Do morning glories flower better or do they need morning sun?

Morning glories prefer full

By Almanac Staff

Morning glories prefer full sun but will do well with bright morning sun and some shade in the afternoon.

I have the same problem as

By Connie komomua

I have the same problem as anonymous on May 18. Two to three inches and then they simply stopped growing. They have been siting there for three weeks now with no growth. Some are in pots and some are in the ground, the ones in pots are in full sun and the ones in the ground are in full to partial.

How can I control the mg?

By Joan glassmyer

How can I control the mg? They keep coming back and take over the front porch and garden. We pulled them out 1st year. Came back

First time grower

By Anonymous

I have been trying to grow Morning Glories on the chain link fence on my patio. I soak the seeds, plant them, they start to grow. They get to about three inches tall, bloom, then die, or some small critter eats all the leaves off it and they die. Any suggestions?

Morning Glories trailing down vs up?

By Anonymous

Will it matter if I let my morning glories trail down vs up? I would like to plant my seeds in a deep planter that hangs on the deck railing.... letting the vines cascade downward. Will this be a problem?

morning glories

By Anonymous

No. Morning Glories are beautiful planted in hanging baskets or window boxes. My sister grew her morning glories in a window box and let then grown down. Was a beautiful cascade of flowers.

morning glory seeds

By Anonymous

I read that before I plant morning glories I need to scratch the seed open and then soak for 24 hours. But when the natural seeds drop to the ground to re seed they, of course don't do that. Why can't I just plant the seeds.
Thanks

Well, you CAN. It's just that

By Anonymous

Well, you CAN. It's just that more will successfully germinate this way. The seed has kind of a hard coat, and the soaking/filing helps the plant to break through that.

Perennial vs Annual

By Anonymous

Hi, I'm interested in planting morning glories on a short fence to make a green wall. Which kind should I use to have the greenery year round and the flowers for as long as they bloom? I live in San Diego and they will get full sun. Or, do you have any other suggestions? I have a brown thumb and used to have the perennial which survived me! Thank you :-)

San Diego is really dry so I

By Jdjimison

San Diego is really dry so I would treat the soil or trade it out with some flowering soil from a garden center. Soak the seeds overnight like they say, and maybe ask the locals what balance of fertilizer they use based on experience with that. I don't remember seeing morning glories when I was there for a week, but if you search for native flowering vines or those recommended for all the variables (how far from the water, how high). They can't have a lot of wind so in my opinion it's a gamble but good luck!

morning glories

By Anonymous

hello,
i have been growing morning glories in my college dorm just for fun, and a while ago their leaves started to wilt and turn a pale yellow color. i thought it was because the plastic tub i was growing it in was constricting their roots. so today i reppotted them without disturbing the soil. but now im wondering if i may have been overwatering them? would that explain the pale yellow leaves and wilting?

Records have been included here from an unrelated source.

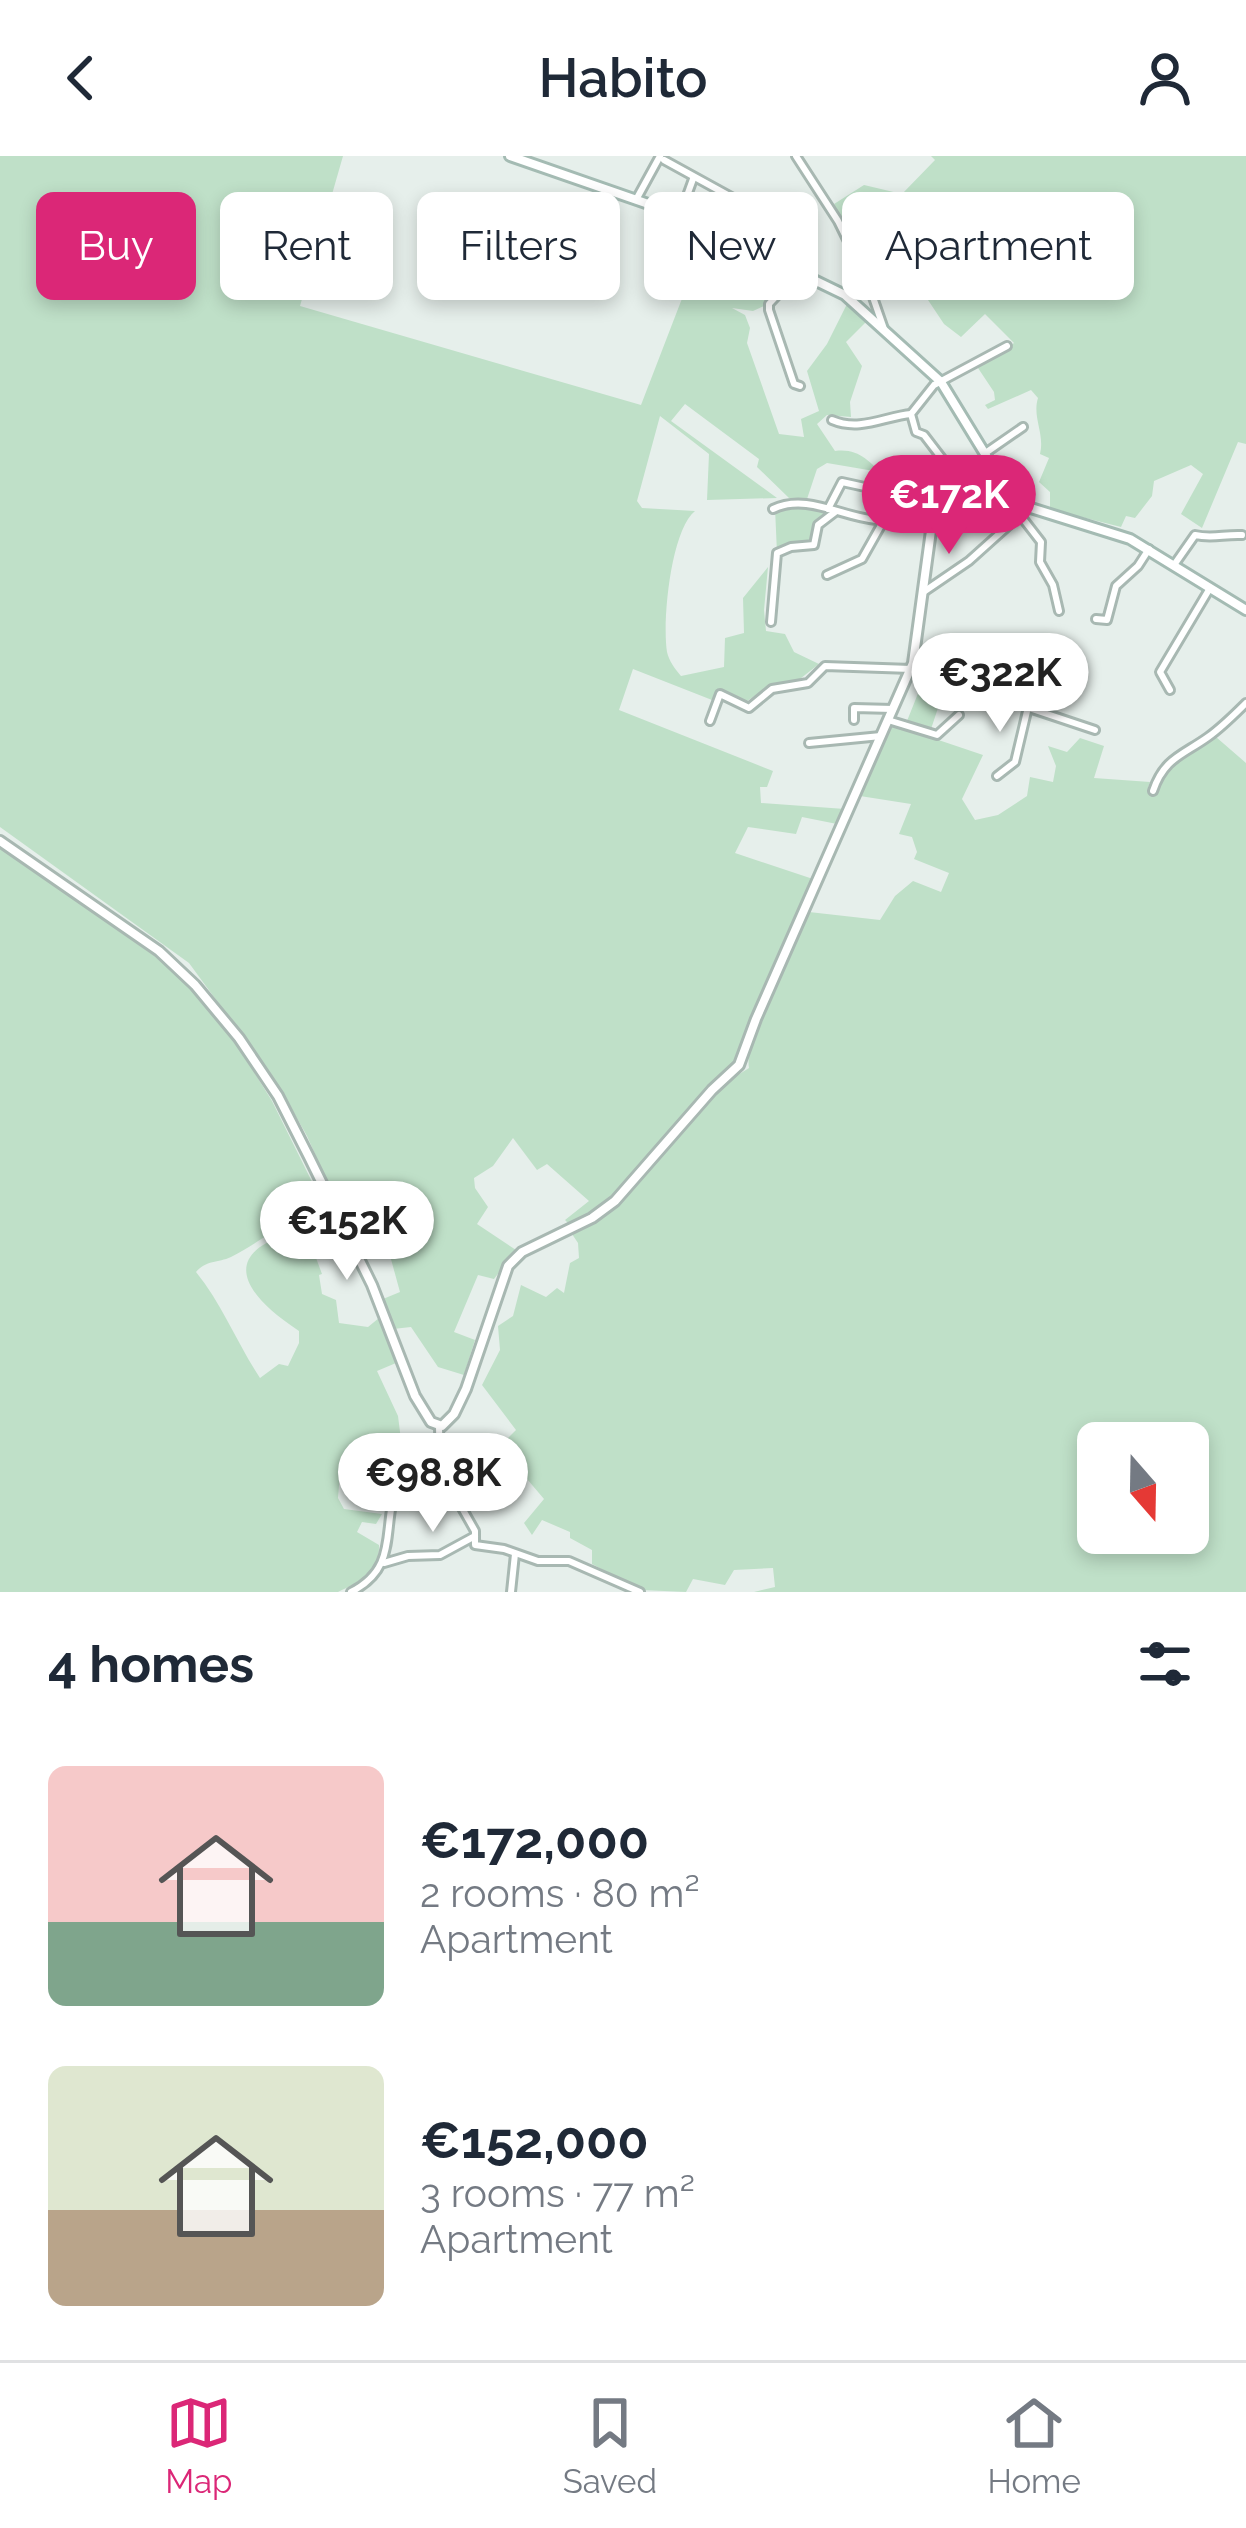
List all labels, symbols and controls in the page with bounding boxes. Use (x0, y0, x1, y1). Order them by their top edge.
icon: back (48, 45, 114, 111)
icon: person (1132, 45, 1198, 111)
text: Habito (538, 46, 708, 110)
chip: Buy (36, 192, 196, 300)
chip: Rent (220, 192, 393, 300)
chip: Filters (417, 192, 620, 300)
chip: New (644, 192, 818, 300)
chip: Apartment (842, 192, 1134, 300)
pin: €172K (865, 455, 1033, 557)
text: €172K (889, 471, 1009, 517)
pin: €322K (916, 633, 1084, 735)
text: €322K (939, 649, 1061, 695)
pin: €152K (263, 1181, 431, 1283)
text: €152K (287, 1197, 407, 1243)
north arrow (1077, 1422, 1209, 1554)
map controls (1077, 1422, 1209, 1554)
pin: €98.8K (335, 1433, 531, 1535)
text: €98.8K (365, 1449, 501, 1495)
icon: filters (1132, 1631, 1198, 1697)
text: 4 homes (48, 1634, 254, 1694)
text: €172,000 (420, 1810, 649, 1870)
icon: home (144, 1814, 288, 1958)
text: 2 rooms · 80 m² (420, 1870, 700, 1916)
text: Apartment (420, 1916, 613, 1962)
text: €152,000 (420, 2110, 649, 2170)
icon: home (144, 2114, 288, 2258)
text: 3 rooms · 77 m² (420, 2170, 695, 2216)
text: Apartment (420, 2216, 613, 2262)
tab: Map (165, 2390, 232, 2501)
tab: Saved (563, 2390, 657, 2501)
tab: Home (987, 2390, 1081, 2501)

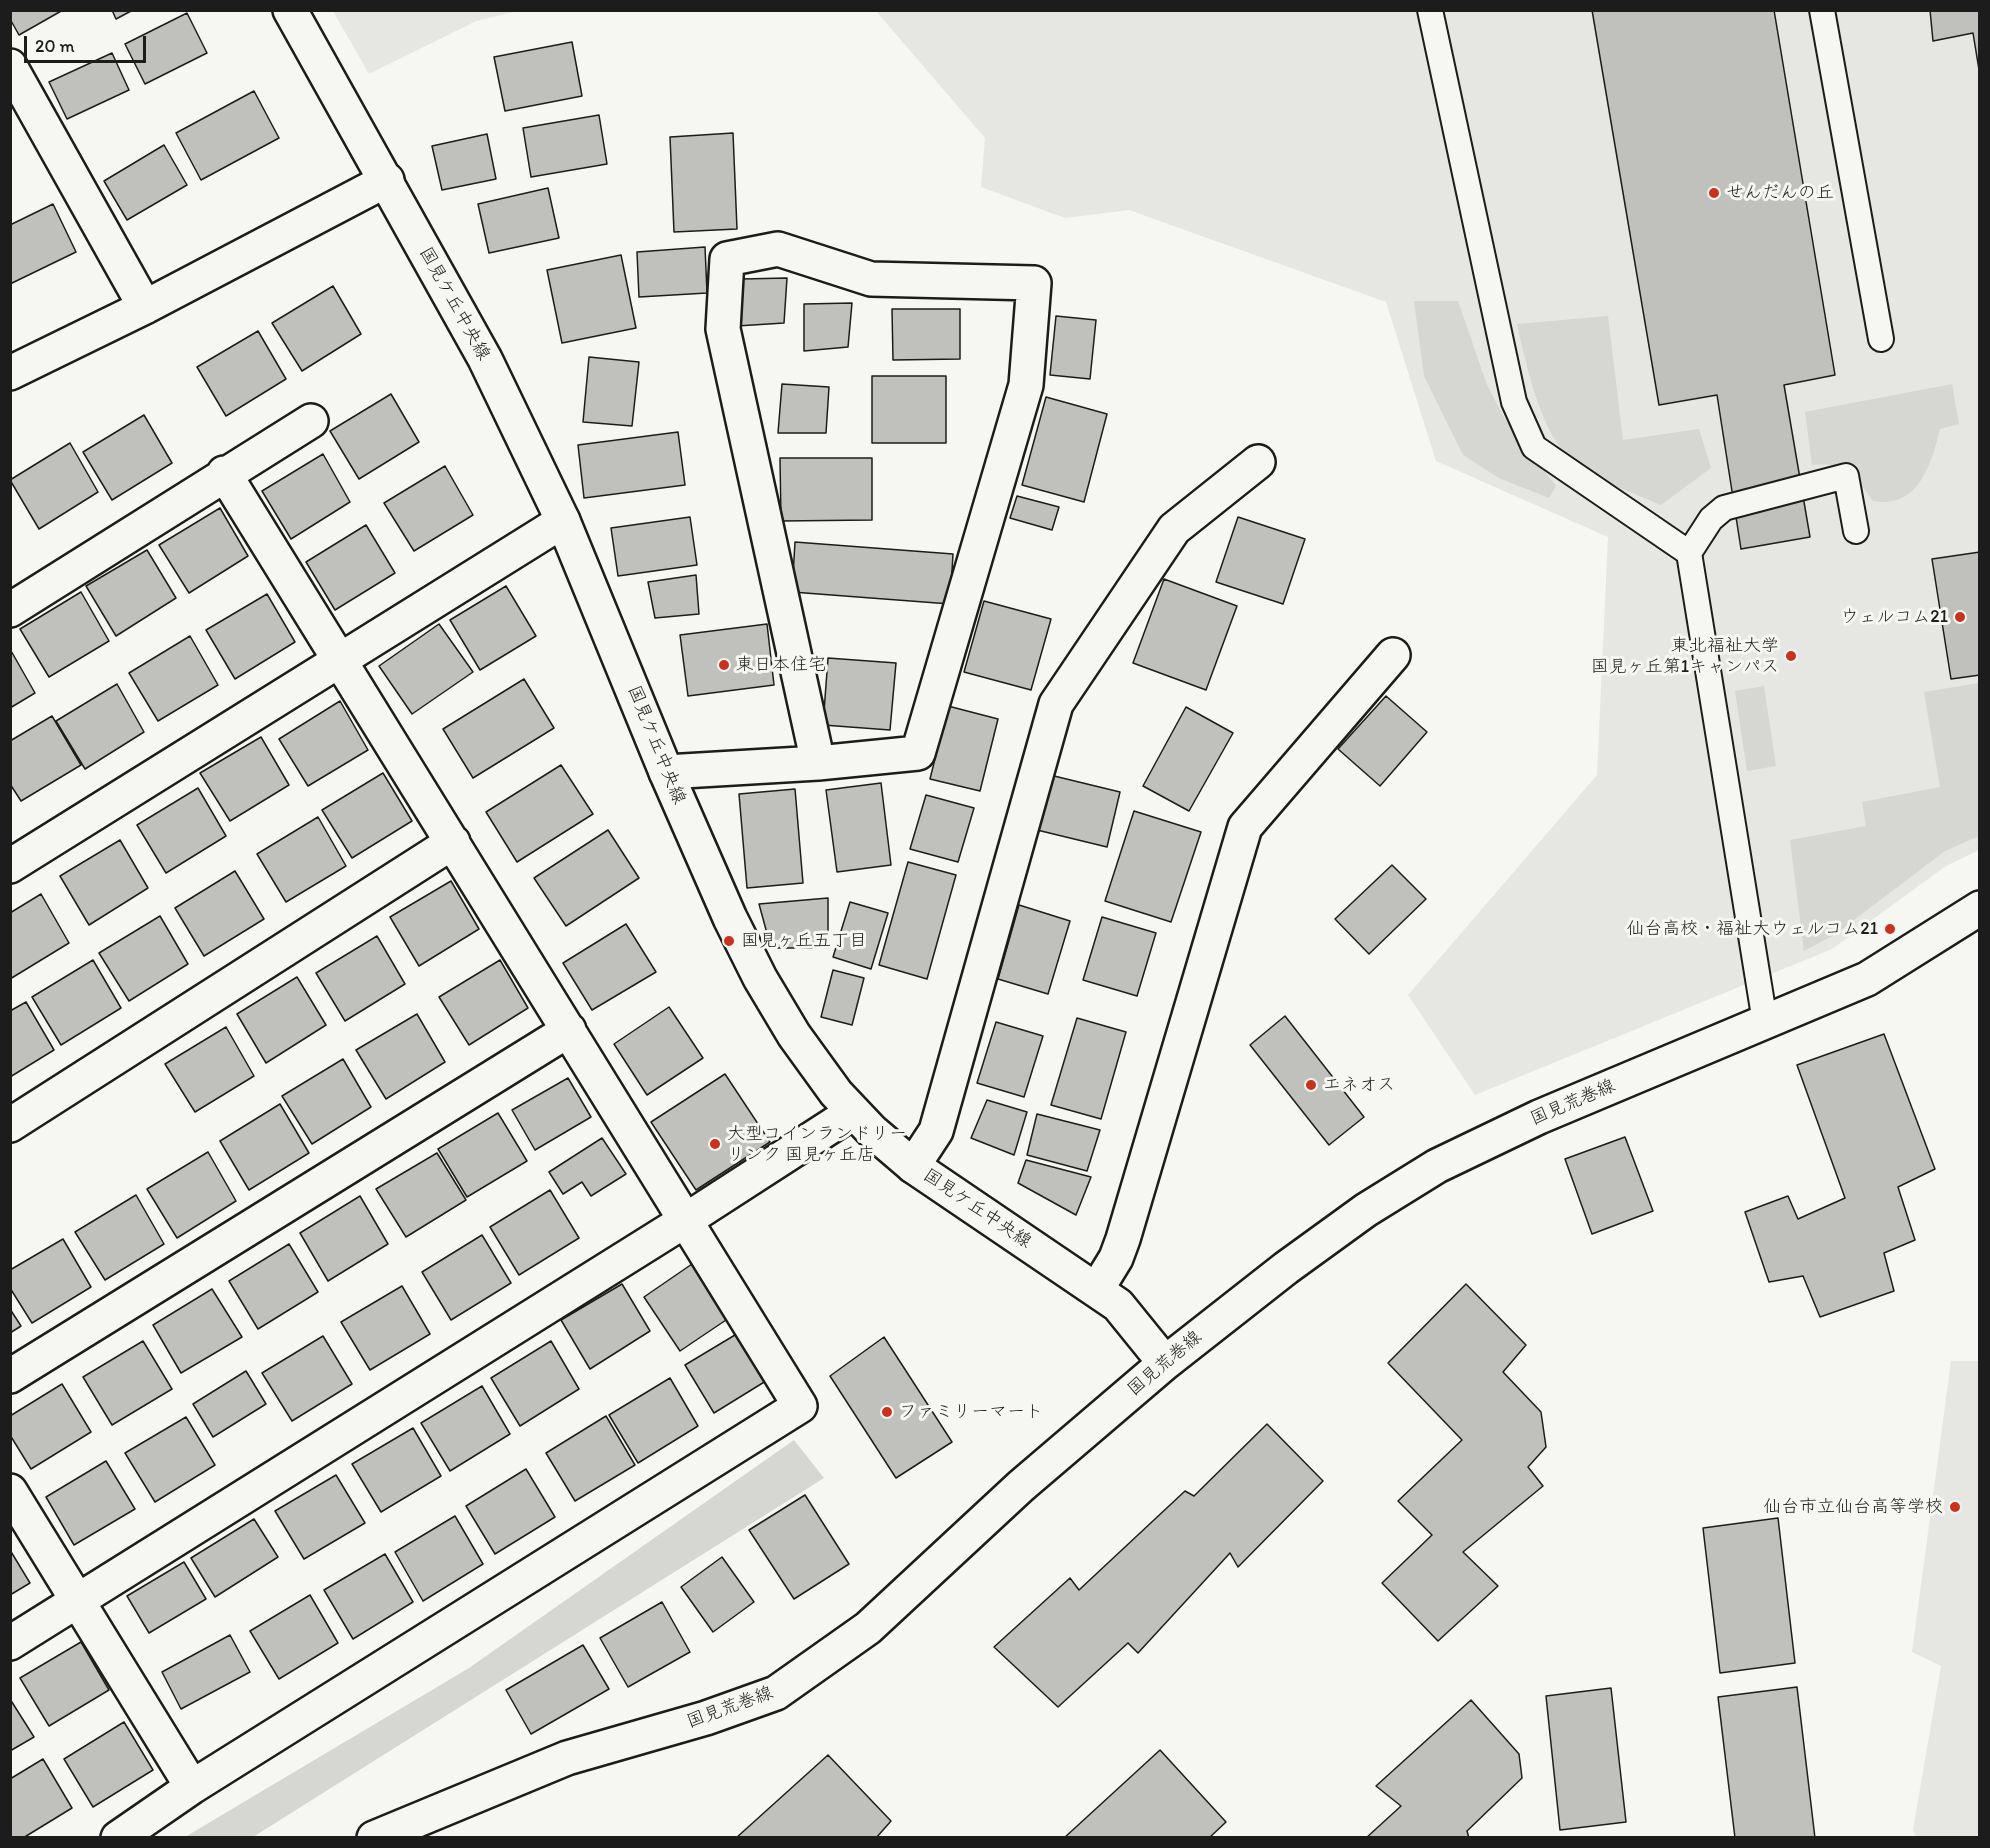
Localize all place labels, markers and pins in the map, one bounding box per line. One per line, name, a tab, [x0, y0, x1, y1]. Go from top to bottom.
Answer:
place label: せんだんの丘	[1726, 182, 1834, 204]
marker: せんだんの丘	[1707, 186, 1721, 200]
place label: ウェルコム21	[1840, 606, 1948, 628]
marker: ウェルコム21	[1953, 610, 1967, 624]
place label: 東北福祉大学 国見ヶ丘第1キャンパス	[1591, 635, 1779, 678]
marker: 東北福祉大学 国見ヶ丘第1キャンパス	[1784, 649, 1798, 663]
place label: 東日本住宅	[736, 654, 826, 676]
marker: 東日本住宅	[717, 658, 731, 672]
place label: 仙台高校・福祉大ウェルコム21	[1626, 918, 1878, 940]
marker: 仙台高校・福祉大ウェルコム21	[1883, 922, 1897, 936]
place label: 国見ヶ丘五丁目	[741, 930, 867, 952]
marker: 国見ヶ丘五丁目	[722, 934, 736, 948]
place label: エネオス	[1323, 1074, 1395, 1096]
marker: エネオス	[1304, 1078, 1318, 1092]
place label: 大型コインランドリー リンク 国見ヶ丘店	[727, 1123, 907, 1166]
marker: 大型コインランドリー リンク 国見ヶ丘店	[708, 1137, 722, 1151]
place label: ファミリーマート	[899, 1401, 1043, 1423]
marker: ファミリーマート	[880, 1405, 894, 1419]
place label: 仙台市立仙台高等学校	[1763, 1496, 1943, 1518]
marker: 仙台市立仙台高等学校	[1948, 1500, 1962, 1514]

Yellow leaves are due to over

By Anonymous

Yellow leaves are due to over watering, if you have a plastic pot it's probably not getting a good enough drainage. Only water when soil is dry. I have found if you water it to religiously, you will get vine growth but no flowers. Hope that helps!

Propigating Morning Glories by stem

By Anonymous

I live in a rental so I prefer to stay with plants I can take with me.Last year I had luck starting a plant by stem. I had read that you can basically start a new plant by just putting them in good potted soil with drainage and sun.Is this a normal thing to do,or did I just get lucky?

Unlikely with this kind.

By Jdjimison

Unlikely with this kind. These seeds grow fine and are easy to find anywhere. They do not survive past 1 year even indoors tho. They don't take long to fill a hanging basket tho, and one packet of seeds should fill several baskets. I would be prepared to move them indoor/outdoor tho bc they need lots of sun depending on the intensity in your area.

Toxic seeds

By Anonymous

I read that the seeds are very toxic is this true for dogs too? I want to plant in the dog run to grow along the back fence.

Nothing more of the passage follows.